___ Data supplied ___
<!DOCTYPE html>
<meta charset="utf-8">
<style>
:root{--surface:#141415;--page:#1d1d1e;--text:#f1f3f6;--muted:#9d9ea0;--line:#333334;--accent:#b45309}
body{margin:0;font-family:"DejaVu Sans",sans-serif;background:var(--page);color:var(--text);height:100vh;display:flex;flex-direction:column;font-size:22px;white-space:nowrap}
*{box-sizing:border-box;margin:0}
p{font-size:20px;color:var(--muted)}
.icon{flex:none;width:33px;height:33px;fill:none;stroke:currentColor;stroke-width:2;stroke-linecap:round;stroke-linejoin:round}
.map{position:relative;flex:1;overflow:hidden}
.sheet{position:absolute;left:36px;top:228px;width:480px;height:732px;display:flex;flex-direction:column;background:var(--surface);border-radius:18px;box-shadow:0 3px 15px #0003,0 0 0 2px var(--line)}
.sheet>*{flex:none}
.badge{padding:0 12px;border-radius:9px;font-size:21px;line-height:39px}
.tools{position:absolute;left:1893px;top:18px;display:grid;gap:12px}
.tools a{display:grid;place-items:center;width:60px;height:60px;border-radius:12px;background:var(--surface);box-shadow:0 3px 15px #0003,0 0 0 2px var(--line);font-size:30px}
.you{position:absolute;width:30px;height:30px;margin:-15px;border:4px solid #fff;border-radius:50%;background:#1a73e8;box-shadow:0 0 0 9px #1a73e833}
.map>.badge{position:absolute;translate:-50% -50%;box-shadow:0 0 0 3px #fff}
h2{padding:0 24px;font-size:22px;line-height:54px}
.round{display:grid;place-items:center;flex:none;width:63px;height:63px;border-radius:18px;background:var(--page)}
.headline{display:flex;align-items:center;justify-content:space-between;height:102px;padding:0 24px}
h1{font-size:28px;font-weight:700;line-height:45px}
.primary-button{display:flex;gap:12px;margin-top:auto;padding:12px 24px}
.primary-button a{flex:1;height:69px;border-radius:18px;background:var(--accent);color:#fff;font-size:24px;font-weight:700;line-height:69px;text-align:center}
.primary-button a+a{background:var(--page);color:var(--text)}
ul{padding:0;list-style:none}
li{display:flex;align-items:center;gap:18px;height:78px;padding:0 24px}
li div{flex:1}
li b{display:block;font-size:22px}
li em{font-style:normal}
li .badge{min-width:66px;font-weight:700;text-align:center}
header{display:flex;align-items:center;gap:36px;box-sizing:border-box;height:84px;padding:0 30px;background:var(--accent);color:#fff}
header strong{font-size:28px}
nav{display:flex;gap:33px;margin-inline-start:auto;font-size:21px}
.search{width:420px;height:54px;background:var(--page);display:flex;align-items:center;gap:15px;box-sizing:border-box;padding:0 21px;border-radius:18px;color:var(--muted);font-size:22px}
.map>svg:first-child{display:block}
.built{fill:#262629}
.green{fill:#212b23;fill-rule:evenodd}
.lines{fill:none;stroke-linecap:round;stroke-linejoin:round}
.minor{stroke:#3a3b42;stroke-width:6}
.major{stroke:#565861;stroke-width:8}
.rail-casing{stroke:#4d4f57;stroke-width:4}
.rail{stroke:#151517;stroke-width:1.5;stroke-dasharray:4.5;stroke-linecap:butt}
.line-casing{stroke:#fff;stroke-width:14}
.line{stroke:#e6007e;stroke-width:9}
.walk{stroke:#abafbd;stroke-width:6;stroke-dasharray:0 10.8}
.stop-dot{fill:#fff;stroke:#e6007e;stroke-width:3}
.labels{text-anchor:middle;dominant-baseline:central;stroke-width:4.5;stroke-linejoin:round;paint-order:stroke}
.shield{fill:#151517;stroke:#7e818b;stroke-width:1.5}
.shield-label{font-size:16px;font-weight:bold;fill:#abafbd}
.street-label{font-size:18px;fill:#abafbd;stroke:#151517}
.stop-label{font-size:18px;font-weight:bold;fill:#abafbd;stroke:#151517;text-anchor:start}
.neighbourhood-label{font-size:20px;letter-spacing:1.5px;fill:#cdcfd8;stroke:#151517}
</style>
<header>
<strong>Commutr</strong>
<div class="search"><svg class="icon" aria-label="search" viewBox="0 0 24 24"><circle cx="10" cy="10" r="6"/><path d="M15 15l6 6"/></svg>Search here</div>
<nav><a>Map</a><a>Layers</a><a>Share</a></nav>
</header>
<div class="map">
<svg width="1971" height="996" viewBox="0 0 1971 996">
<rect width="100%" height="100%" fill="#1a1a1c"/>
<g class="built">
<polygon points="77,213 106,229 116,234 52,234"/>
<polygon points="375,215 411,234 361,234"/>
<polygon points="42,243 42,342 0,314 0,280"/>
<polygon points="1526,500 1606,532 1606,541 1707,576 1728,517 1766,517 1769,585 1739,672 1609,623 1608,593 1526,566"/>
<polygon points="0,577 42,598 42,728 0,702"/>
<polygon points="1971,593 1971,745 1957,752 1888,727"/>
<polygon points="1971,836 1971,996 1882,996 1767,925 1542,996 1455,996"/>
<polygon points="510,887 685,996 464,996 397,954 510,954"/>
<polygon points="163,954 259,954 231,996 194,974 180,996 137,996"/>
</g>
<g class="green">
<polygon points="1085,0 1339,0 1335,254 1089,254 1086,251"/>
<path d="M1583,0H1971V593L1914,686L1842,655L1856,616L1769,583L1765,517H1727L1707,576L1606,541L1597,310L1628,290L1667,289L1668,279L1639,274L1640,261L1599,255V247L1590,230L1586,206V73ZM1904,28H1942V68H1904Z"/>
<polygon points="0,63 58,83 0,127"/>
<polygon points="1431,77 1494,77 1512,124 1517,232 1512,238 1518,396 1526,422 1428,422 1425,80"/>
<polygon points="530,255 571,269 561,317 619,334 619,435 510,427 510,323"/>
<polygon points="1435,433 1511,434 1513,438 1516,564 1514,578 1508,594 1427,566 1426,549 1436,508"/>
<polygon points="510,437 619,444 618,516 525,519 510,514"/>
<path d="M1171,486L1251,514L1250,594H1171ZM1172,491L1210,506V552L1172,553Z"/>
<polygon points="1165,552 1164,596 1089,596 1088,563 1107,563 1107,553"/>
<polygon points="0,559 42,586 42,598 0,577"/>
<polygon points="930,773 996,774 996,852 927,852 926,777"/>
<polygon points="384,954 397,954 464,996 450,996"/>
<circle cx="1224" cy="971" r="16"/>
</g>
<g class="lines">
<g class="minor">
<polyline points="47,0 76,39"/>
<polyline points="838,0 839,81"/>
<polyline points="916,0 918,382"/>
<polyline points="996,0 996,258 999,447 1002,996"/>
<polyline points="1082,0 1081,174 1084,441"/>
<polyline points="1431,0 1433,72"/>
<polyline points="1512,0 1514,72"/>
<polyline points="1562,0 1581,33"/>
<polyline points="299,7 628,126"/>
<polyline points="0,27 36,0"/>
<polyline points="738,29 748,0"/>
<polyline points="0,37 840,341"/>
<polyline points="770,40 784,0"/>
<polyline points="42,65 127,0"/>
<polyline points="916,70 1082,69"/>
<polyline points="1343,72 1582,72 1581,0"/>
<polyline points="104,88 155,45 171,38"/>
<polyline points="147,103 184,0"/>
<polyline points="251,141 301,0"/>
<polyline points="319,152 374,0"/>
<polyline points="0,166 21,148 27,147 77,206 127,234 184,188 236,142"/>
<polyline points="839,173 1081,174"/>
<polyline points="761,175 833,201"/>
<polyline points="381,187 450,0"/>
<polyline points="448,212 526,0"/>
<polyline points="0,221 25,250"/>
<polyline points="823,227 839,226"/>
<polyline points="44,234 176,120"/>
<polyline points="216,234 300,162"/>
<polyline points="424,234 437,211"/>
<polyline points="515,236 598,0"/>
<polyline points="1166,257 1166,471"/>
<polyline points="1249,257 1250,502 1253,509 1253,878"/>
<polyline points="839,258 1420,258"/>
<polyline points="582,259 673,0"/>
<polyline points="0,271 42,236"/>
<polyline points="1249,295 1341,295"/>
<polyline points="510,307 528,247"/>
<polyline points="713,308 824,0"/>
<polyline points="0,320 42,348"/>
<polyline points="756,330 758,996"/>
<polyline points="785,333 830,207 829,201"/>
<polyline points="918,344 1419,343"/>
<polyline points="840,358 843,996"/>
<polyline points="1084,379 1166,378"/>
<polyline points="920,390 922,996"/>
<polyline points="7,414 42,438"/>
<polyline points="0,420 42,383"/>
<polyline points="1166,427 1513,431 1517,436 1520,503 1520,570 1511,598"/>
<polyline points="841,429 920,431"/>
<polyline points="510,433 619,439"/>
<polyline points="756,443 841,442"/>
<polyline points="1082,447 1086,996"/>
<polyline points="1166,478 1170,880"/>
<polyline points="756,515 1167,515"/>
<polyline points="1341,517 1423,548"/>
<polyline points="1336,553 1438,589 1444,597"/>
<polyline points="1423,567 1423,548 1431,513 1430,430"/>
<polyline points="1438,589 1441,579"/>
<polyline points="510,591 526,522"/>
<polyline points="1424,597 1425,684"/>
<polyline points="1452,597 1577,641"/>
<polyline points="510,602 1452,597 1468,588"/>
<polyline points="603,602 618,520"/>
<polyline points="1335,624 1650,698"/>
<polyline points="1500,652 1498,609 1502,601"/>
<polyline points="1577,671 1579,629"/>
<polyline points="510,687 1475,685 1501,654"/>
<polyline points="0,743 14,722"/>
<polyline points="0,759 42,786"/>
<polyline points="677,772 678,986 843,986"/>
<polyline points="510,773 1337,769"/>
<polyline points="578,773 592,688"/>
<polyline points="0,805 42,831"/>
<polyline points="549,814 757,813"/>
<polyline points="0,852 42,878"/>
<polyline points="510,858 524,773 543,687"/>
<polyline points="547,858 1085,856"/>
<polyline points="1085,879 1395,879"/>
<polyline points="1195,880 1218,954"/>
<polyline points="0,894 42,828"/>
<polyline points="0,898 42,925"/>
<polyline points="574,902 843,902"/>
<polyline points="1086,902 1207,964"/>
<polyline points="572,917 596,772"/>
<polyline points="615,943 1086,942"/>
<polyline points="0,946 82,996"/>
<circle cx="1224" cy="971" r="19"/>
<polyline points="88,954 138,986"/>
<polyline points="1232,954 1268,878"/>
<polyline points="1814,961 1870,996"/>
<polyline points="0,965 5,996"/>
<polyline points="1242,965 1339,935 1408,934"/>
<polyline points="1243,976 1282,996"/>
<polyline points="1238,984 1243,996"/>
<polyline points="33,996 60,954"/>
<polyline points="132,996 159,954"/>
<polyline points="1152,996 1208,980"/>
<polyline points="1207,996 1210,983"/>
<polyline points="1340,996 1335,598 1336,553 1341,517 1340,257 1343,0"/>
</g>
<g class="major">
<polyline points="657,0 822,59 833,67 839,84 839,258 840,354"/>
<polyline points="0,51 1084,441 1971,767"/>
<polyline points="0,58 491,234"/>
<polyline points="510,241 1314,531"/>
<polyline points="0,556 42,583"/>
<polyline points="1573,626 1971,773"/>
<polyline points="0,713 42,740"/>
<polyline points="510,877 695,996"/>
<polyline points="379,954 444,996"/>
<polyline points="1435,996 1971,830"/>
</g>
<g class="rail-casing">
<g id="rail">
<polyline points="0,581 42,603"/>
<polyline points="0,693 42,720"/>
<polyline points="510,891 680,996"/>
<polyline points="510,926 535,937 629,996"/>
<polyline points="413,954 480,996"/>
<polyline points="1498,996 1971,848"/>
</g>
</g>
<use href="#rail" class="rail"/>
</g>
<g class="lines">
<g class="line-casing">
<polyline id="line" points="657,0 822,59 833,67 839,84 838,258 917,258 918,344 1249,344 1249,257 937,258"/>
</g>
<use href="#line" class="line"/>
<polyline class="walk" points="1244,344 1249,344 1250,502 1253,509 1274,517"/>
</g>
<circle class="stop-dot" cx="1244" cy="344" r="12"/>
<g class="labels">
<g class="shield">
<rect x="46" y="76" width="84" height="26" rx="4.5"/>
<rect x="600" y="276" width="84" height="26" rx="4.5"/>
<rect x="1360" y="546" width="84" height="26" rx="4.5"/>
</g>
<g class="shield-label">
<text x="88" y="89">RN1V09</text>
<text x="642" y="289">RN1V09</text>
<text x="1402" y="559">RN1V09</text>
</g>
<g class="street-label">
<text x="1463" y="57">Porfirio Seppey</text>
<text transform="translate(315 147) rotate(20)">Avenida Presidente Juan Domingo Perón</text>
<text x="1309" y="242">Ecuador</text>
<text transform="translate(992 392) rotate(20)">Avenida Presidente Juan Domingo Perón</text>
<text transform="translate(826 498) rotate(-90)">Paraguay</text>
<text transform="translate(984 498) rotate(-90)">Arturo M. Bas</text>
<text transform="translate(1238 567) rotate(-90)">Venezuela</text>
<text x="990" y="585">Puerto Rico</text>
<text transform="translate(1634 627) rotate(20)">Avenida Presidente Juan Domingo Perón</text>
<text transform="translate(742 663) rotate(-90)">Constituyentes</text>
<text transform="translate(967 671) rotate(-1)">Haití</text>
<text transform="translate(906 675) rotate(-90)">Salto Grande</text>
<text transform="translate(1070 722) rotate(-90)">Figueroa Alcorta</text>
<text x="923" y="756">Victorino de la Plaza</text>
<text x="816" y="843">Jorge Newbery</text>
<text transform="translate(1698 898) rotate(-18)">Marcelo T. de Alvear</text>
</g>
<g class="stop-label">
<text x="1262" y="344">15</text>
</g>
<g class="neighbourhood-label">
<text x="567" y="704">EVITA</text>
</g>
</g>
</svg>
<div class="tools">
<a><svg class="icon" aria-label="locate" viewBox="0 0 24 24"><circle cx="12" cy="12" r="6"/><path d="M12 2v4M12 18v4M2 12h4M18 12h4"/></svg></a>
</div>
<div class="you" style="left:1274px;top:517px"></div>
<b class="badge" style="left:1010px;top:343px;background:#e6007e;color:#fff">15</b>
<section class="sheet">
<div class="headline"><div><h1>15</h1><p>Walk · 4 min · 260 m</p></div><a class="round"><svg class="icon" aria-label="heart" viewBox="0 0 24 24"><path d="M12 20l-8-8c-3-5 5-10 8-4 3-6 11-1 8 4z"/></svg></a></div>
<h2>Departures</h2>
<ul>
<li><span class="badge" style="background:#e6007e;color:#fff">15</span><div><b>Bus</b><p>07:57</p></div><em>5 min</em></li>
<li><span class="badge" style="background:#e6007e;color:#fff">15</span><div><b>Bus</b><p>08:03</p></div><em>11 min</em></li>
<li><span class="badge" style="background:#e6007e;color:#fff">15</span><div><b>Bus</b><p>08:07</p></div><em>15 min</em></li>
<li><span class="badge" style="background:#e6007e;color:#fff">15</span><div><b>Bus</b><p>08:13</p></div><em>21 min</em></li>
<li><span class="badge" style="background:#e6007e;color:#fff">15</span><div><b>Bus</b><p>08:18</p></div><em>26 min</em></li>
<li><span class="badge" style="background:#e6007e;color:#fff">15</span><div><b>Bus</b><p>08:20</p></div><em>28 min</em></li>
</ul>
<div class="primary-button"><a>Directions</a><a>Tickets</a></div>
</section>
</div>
___
Make a copy of each line in the records that has the word "strong".

__Solution__.
header strong{font-size:28px}
<strong>Commutr</strong>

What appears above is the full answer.